Hey! that's "Pooty Poot" to you.
(I was going to type something else but I don't want to offend anyone, though I can't imagine the rest of you people aren't thinking it too.) 

Hint: "Nucular Strategery"


----------



## kentuckiense (Jun 28, 2006)

Heather said:


> Hint: "Nucular Strategery"


Heather, when you say things like that it means the terrorists have already won.

'Terrists,' I mean.


----------



## PHRAG (Jun 28, 2006)

That's nothing, I once had my nipples tweaked by a Congressman.

Do heads of state have to take drug tests? They should.


----------



## kentuckiense (Jun 28, 2006)

PHRAG said:


> That's nothing, I once had my nipples tweaked by a Congressman.

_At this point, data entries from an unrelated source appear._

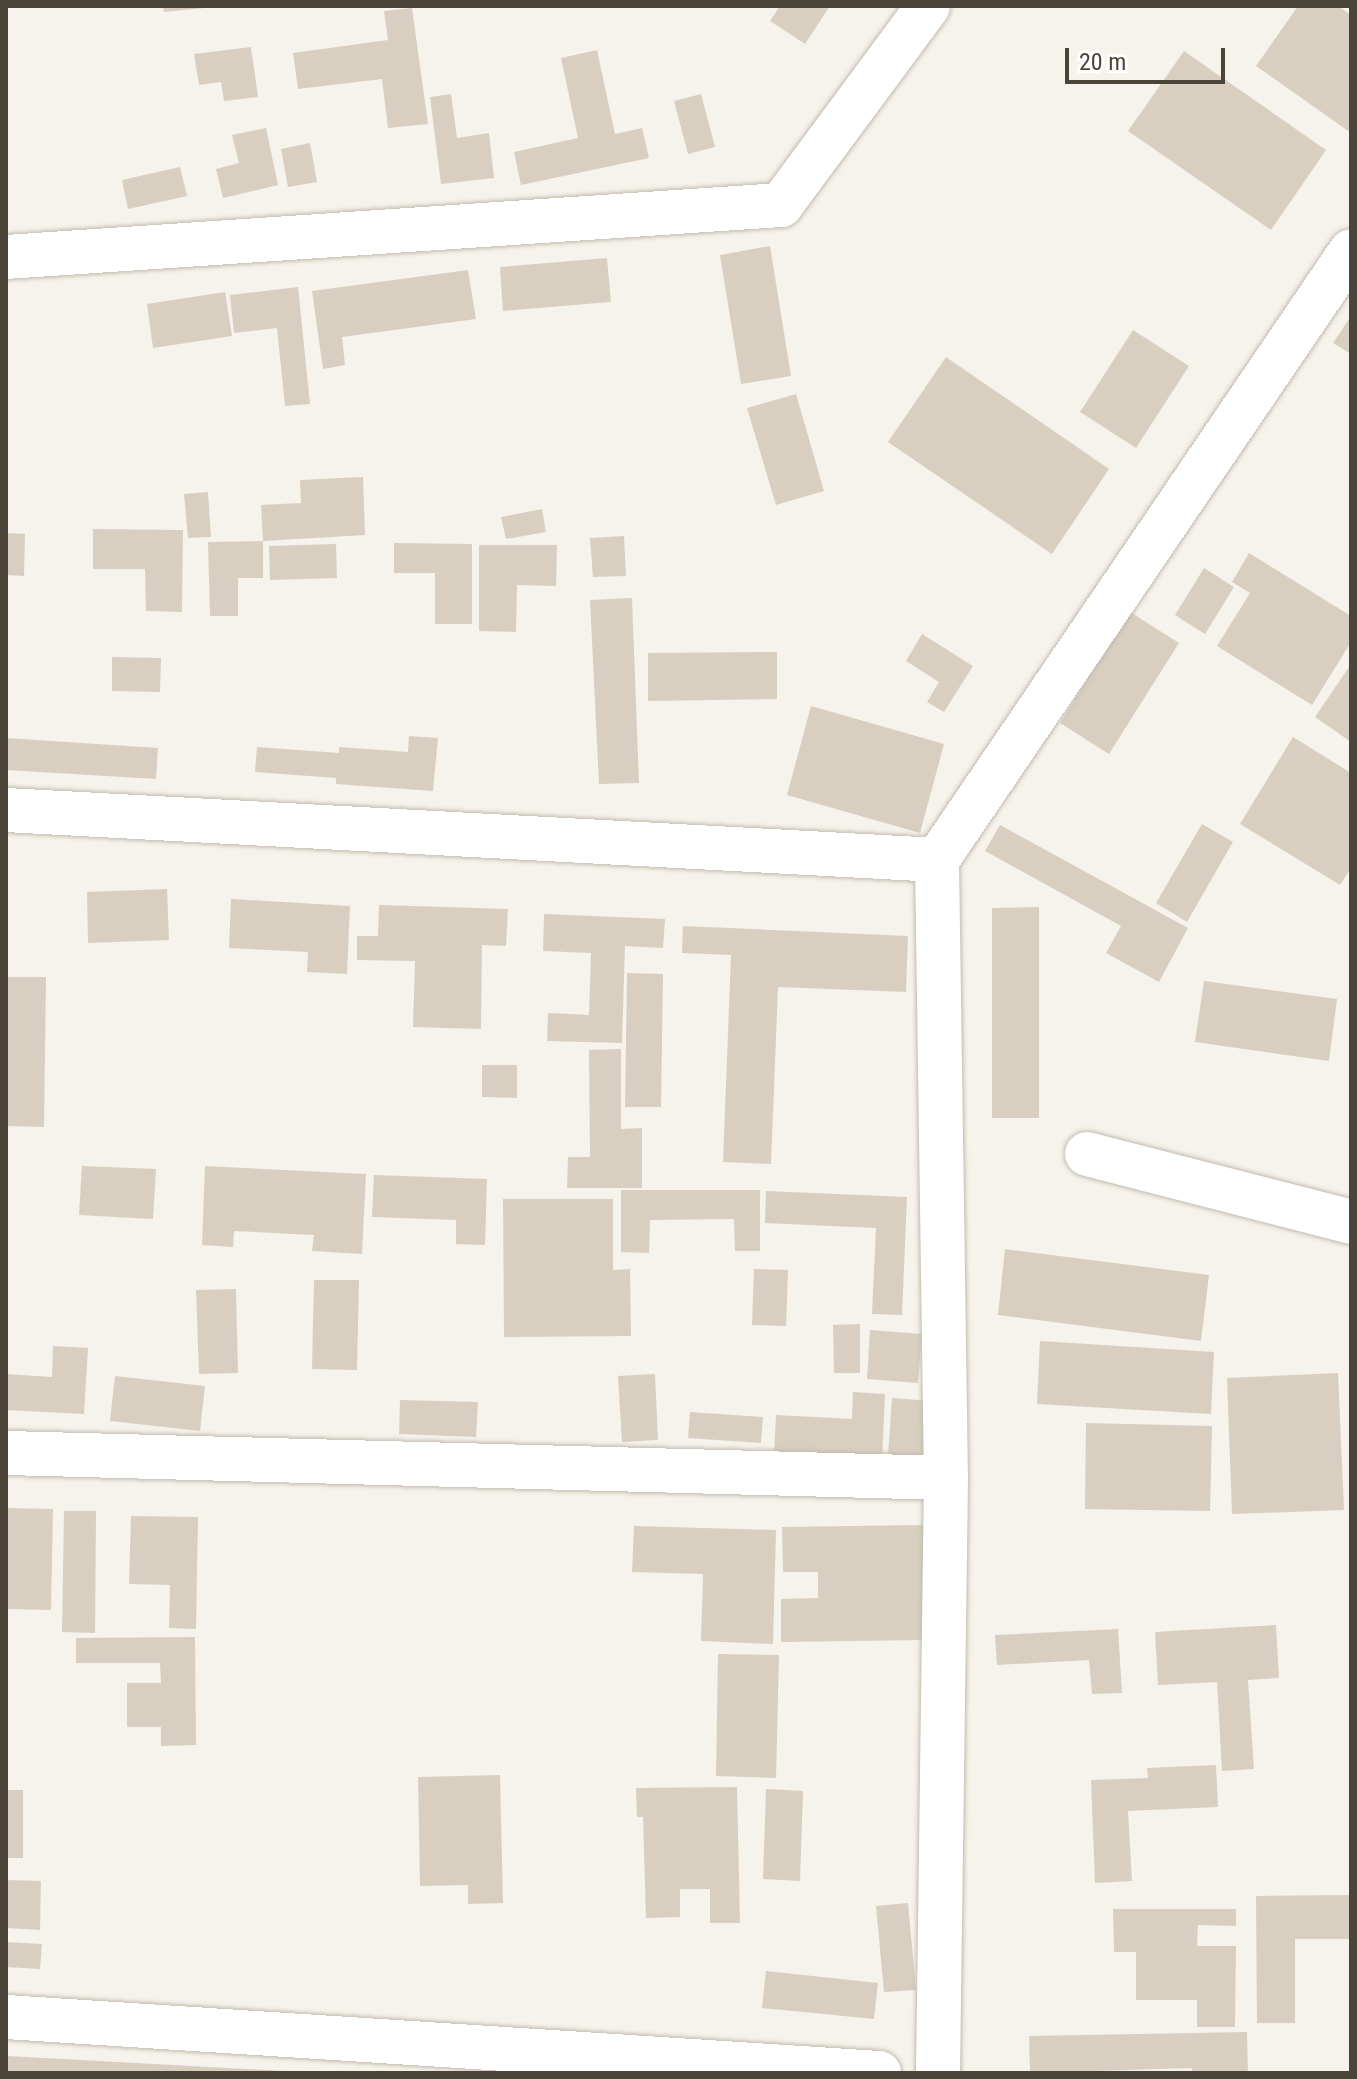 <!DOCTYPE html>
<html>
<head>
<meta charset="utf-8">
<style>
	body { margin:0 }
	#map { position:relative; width:1357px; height:2079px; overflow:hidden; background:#f6f3ec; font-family:"Roboto Condensed",sans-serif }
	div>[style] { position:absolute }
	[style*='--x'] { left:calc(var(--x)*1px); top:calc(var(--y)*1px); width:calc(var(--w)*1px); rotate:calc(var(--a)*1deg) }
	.building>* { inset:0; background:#d8cfc1 }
	.roads { filter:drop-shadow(0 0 2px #c2bbae) drop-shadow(0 0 2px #c2bbae) }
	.street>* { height:44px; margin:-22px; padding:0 22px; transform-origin:22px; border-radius:22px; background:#fff }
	span { translate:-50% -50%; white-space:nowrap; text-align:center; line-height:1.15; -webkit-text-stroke:8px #fff; paint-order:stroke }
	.frame { position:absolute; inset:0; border:8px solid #4b4439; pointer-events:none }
	.scale { position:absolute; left:1065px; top:48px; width:160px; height:36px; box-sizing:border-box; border:4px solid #4b4439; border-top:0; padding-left:10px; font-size:24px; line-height:28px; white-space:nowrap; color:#4b4439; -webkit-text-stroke:6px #fff; paint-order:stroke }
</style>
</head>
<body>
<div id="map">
	<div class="building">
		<i style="clip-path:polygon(163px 6px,204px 6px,204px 8px,164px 12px)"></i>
		<i style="clip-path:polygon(780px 6px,830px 6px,805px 44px,770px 21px)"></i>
		<i style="clip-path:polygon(1298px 6px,1338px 6px,1351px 15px,1351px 133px,1256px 66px)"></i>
		<i style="clip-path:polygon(412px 8px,428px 124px,388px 128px,382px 79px,298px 89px,293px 53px,388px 40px,384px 11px)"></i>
		<i style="clip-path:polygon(251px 47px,258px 97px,224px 101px,221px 82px,199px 85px,194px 54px)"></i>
		<i style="clip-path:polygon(597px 50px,615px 134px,642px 128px,649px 158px,521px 185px,514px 152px,578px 138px,561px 58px)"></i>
		<i style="clip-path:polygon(1184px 51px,1326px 150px,1271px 230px,1128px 131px)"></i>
		<i style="clip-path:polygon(451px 94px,457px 138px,489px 133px,494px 178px,441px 184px,430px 97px)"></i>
		<i style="clip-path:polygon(701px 94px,715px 147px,688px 154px,674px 101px)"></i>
		<i style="clip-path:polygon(266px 128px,278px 185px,223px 198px,216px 169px,239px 163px,232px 135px)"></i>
		<i style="clip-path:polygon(310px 143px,317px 182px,288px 187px,281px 149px)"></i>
		<i style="clip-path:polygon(180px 167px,187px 196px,128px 209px,122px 180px)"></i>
		<i style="clip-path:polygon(770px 246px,791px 376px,741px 384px,720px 255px)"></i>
		<i style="clip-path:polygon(607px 258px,611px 302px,503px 311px,500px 267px)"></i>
		<i style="clip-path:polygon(468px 270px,476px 319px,342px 337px,345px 365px,323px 369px,312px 291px)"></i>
		<i style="clip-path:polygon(298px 287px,310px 404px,285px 406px,277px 328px,234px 333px,230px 295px)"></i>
		<i style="clip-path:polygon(225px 292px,232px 336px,153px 348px,147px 304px)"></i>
		<i style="clip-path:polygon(1351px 316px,1351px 354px,1333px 343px)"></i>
		<i style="clip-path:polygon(1133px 330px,1189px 366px,1136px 448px,1080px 412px)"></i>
		<i style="clip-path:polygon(946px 357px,1109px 469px,1052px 554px,888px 442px)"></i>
		<i style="clip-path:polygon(796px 394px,824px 491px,776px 505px,747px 408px)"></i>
		<i style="clip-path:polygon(363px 477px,365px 535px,263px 541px,261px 505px,301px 503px,300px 480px)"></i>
		<i style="clip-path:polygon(208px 492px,211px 537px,188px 538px,184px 494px)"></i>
		<i style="clip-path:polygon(542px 509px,546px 532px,506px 539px,501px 517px)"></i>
		<i style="clip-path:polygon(93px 529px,183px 530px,182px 612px,146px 611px,145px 569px,93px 569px)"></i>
		<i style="clip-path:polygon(6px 533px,25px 534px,24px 576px,6px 575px)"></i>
		<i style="clip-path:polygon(624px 536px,626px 576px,593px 577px,590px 538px)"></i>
		<i style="clip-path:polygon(263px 541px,263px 578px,238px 578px,238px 616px,210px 616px,208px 542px)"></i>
		<i style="clip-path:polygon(394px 543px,472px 544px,472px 624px,435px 624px,435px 573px,394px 573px)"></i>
		<i style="clip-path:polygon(336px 544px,337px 578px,270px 580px,269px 546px)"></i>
		<i style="clip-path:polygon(479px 545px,557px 545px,556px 586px,517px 585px,516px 632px,479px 631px)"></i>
		<i style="clip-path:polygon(1249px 553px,1351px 616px,1351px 642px,1312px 705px,1217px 646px,1250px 593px,1232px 582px)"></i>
		<i style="clip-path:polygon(1204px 568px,1234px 587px,1205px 634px,1175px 615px)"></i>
		<i style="clip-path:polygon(632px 598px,639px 783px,599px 784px,590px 600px)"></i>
		<i style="clip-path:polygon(1130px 612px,1179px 643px,1109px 754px,1060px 723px)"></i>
		<i style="clip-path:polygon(922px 634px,973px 666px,944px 712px,927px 702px,939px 682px,906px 661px)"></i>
		<i style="clip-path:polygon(777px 652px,777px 699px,648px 701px,648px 653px)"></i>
		<i style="clip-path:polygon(112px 657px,161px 658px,160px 692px,112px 691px)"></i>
		<i style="clip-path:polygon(1351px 664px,1351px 742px,1315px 717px)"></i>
		<i style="clip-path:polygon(811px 706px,944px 744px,920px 833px,787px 795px)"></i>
		<i style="clip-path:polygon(409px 736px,438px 738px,433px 791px,336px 784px,336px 778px,255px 772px,257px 747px,339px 753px,339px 747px,408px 752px)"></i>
		<i style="clip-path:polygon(1293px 737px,1351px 773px,1351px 868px,1340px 885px,1240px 824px)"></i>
		<i style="clip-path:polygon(6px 738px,158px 748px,156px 779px,6px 770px)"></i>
		<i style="clip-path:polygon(1202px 824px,1233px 842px,1187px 922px,1156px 903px)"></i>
		<i style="clip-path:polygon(1000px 825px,1188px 928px,1159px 982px,1106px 953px,1121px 926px,985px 851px)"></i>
		<i style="clip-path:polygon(167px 889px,169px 940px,88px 943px,87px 892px)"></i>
		<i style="clip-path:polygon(231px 899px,350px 906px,347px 974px,307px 972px,308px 952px,229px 948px)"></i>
		<i style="clip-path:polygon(379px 905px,508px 909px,506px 946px,482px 945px,481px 1029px,413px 1027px,415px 961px,357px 960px,357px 936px,378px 936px)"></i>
		<i style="clip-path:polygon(1039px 907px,1039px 1118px,992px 1118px,992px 908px)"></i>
		<i style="clip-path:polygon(544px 914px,665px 919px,663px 948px,625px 946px,622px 1043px,547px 1041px,548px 1013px,589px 1015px,591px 953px,543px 951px)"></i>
		<i style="clip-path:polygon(683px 926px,908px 936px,906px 992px,778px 987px,771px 1164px,723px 1162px,731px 955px,682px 953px)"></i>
		<i style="clip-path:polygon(627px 973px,663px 974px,661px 1107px,625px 1107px)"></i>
		<i style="clip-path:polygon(6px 977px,46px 977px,44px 1127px,6px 1126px)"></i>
		<i style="clip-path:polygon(1204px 981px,1337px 999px,1329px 1061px,1195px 1042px)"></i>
		<i style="clip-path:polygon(621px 1049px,621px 1129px,642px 1128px,642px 1188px,567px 1188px,568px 1157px,590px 1157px,589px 1050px)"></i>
		<i style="clip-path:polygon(482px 1065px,517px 1065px,517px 1098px,482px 1097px)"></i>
		<i style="clip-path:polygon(82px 1166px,156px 1169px,153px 1219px,79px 1215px)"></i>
		<i style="clip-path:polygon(205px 1166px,366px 1174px,362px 1254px,312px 1251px,314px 1235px,234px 1231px,233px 1247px,202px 1245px)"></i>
		<i style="clip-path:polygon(374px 1175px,487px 1179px,485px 1245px,456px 1244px,456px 1220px,372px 1217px)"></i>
		<i style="clip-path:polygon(621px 1190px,760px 1190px,760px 1251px,735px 1251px,734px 1219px,650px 1220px,649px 1253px,621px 1252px)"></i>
		<i style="clip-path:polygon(766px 1191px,907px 1197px,902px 1315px,872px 1314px,876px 1228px,765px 1223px)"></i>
		<i style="clip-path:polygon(503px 1199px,613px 1199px,613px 1270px,630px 1269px,631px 1336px,504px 1337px)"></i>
		<i style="clip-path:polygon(1005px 1249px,1209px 1275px,1201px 1341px,998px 1315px)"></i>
		<i style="clip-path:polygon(754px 1269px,788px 1270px,786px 1326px,752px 1325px)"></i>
		<i style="clip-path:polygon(314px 1280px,359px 1280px,357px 1370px,312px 1369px)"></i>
		<i style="clip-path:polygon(236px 1289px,238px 1373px,199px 1374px,196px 1290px)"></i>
		<i style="clip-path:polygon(860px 1324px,860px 1373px,834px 1373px,833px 1325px)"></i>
		<i style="clip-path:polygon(870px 1330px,922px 1334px,918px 1383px,867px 1379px)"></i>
		<i style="clip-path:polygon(1040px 1341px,1214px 1352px,1211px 1414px,1037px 1404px)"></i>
		<i style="clip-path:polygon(53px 1346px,88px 1348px,84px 1414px,6px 1410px,6px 1374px,52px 1377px)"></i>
		<i style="clip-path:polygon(1338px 1373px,1344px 1510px,1232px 1514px,1227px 1378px)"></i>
		<i style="clip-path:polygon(655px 1374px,658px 1440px,622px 1442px,618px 1376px)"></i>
		<i style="clip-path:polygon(115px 1376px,205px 1386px,200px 1431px,110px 1421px)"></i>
		<i style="clip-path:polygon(853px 1392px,885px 1394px,882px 1461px,774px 1454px,776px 1415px,852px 1419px)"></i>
		<i style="clip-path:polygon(892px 1398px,930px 1401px,925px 1460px,888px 1456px)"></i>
		<i style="clip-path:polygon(400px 1400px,478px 1402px,476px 1437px,399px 1434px)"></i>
		<i style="clip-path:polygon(690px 1412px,763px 1417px,761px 1443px,688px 1438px)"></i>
		<i style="clip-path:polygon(1086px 1423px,1212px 1426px,1210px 1511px,1085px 1509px)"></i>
		<i style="clip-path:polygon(6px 1508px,53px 1509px,51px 1610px,6px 1609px)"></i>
		<i style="clip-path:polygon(64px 1511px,96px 1511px,95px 1633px,62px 1632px)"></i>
		<i style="clip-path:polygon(131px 1516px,198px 1517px,196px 1629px,169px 1628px,170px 1585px,129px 1584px)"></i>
		<i style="clip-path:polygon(923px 1525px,925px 1640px,781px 1642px,781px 1599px,818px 1598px,818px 1572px,783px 1572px,782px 1527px)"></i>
		<i style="clip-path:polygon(634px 1526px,776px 1530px,773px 1644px,701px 1641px,703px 1574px,632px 1572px)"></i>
		<i style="clip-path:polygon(1276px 1625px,1279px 1678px,1248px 1680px,1254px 1769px,1222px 1771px,1217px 1682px,1158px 1685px,1155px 1632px)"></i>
		<i style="clip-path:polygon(1118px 1629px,1122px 1693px,1092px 1694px,1089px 1660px,997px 1665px,995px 1635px)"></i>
		<i style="clip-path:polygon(195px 1637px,196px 1745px,161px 1746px,161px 1727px,127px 1727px,127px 1683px,161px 1683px,160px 1663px,76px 1663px,76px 1638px)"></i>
		<i style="clip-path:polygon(718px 1654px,779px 1655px,776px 1778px,716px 1776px)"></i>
		<i style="clip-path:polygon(1216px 1765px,1218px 1807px,1128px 1811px,1132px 1881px,1095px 1883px,1091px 1780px,1148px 1778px,1147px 1768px)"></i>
		<i style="clip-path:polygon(500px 1775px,503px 1903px,468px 1904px,468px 1885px,420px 1886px,418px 1777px)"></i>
		<i style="clip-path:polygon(737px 1787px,740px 1923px,710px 1923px,710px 1889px,680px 1889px,680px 1917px,646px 1918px,643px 1817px,637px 1817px,636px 1788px)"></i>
		<i style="clip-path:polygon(766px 1789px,803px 1791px,800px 1881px,763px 1879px)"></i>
		<i style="clip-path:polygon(6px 1790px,23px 1790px,23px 1858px,6px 1858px)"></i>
		<i style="clip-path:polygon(6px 1880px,41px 1881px,40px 1930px,6px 1928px)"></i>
		<i style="clip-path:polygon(1351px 1895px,1351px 1939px,1295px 1939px,1295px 2023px,1257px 2023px,1256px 1896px)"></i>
		<i style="clip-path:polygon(908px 1903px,916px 1990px,884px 1992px,876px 1906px)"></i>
		<i style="clip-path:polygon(1113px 1909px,1236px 1909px,1236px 1926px,1198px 1925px,1197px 1946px,1236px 1946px,1235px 2027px,1197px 2027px,1197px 2000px,1136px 2000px,1136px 1952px,1114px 1952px)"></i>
		<i style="clip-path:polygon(6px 1942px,42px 1944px,40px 1969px,6px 1967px)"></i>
		<i style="clip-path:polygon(766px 1971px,878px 1983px,874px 2019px,762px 2008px)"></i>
		<i style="clip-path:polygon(1247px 2032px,1248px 2073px,1192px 2073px,1192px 2068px,1030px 2073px,1029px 2036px)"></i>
		<i style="clip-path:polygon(7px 2056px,285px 2071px,285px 2073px,6px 2073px)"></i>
	</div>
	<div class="roads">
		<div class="street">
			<i style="--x:6;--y:257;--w:777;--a:-3.84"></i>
			<i style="--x:781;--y:205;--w:247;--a:-53.5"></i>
			<i style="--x:6;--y:810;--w:932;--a:3.07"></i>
			<i style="--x:937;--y:860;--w:618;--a:89.17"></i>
			<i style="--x:946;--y:1478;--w:595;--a:90.77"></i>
			<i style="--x:937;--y:860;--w:736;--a:-55.79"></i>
			<i style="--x:1087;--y:1154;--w:273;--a:14.4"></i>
			<i style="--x:6;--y:1453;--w:940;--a:1.52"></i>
			<i style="--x:6;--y:2017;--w:875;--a:3.67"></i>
		</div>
	</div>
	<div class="frame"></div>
	<div class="scale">20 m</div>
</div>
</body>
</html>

I bet it was Rick Santorum. The dude even _looks_ creepy:


----------



## bench72 (Jun 29, 2006)

I wonder if it is some kind of russian good luck thing... you know, a bit like rubbing the tummy of buddha is suppose to be good luck...

the act is certainly unconventional... but how many actions/behaviours are seen as strange or in some cases has led to persecution just because it's root cause is something we do not understand... (sorry for the rant, but I've recently had some male friends bashed for holding hands!)


----------



## kentuckiense (Jun 29, 2006)

bench72 said:


> I wonder if it is some kind of russian good luck thing... you know, a bit like rubbing the tummy of buddha is suppose to be good luck...
> 
> the act is certainly unconventional... but how many actions/behaviours are seen as strange or in some cases has led to persecution just because it's root cause is something we do not understand... (sorry for the rant, but I've recently had some male friends bashed for holding hands!)


From what I've seen on the news, it's NOT a 'Russian thing.' I made sure of that before I posted.


----------



## PHRAG (Jun 29, 2006)

It sounds like an acid trip gone bad. Vlad may have gotten ahold of some bad stamps.


----------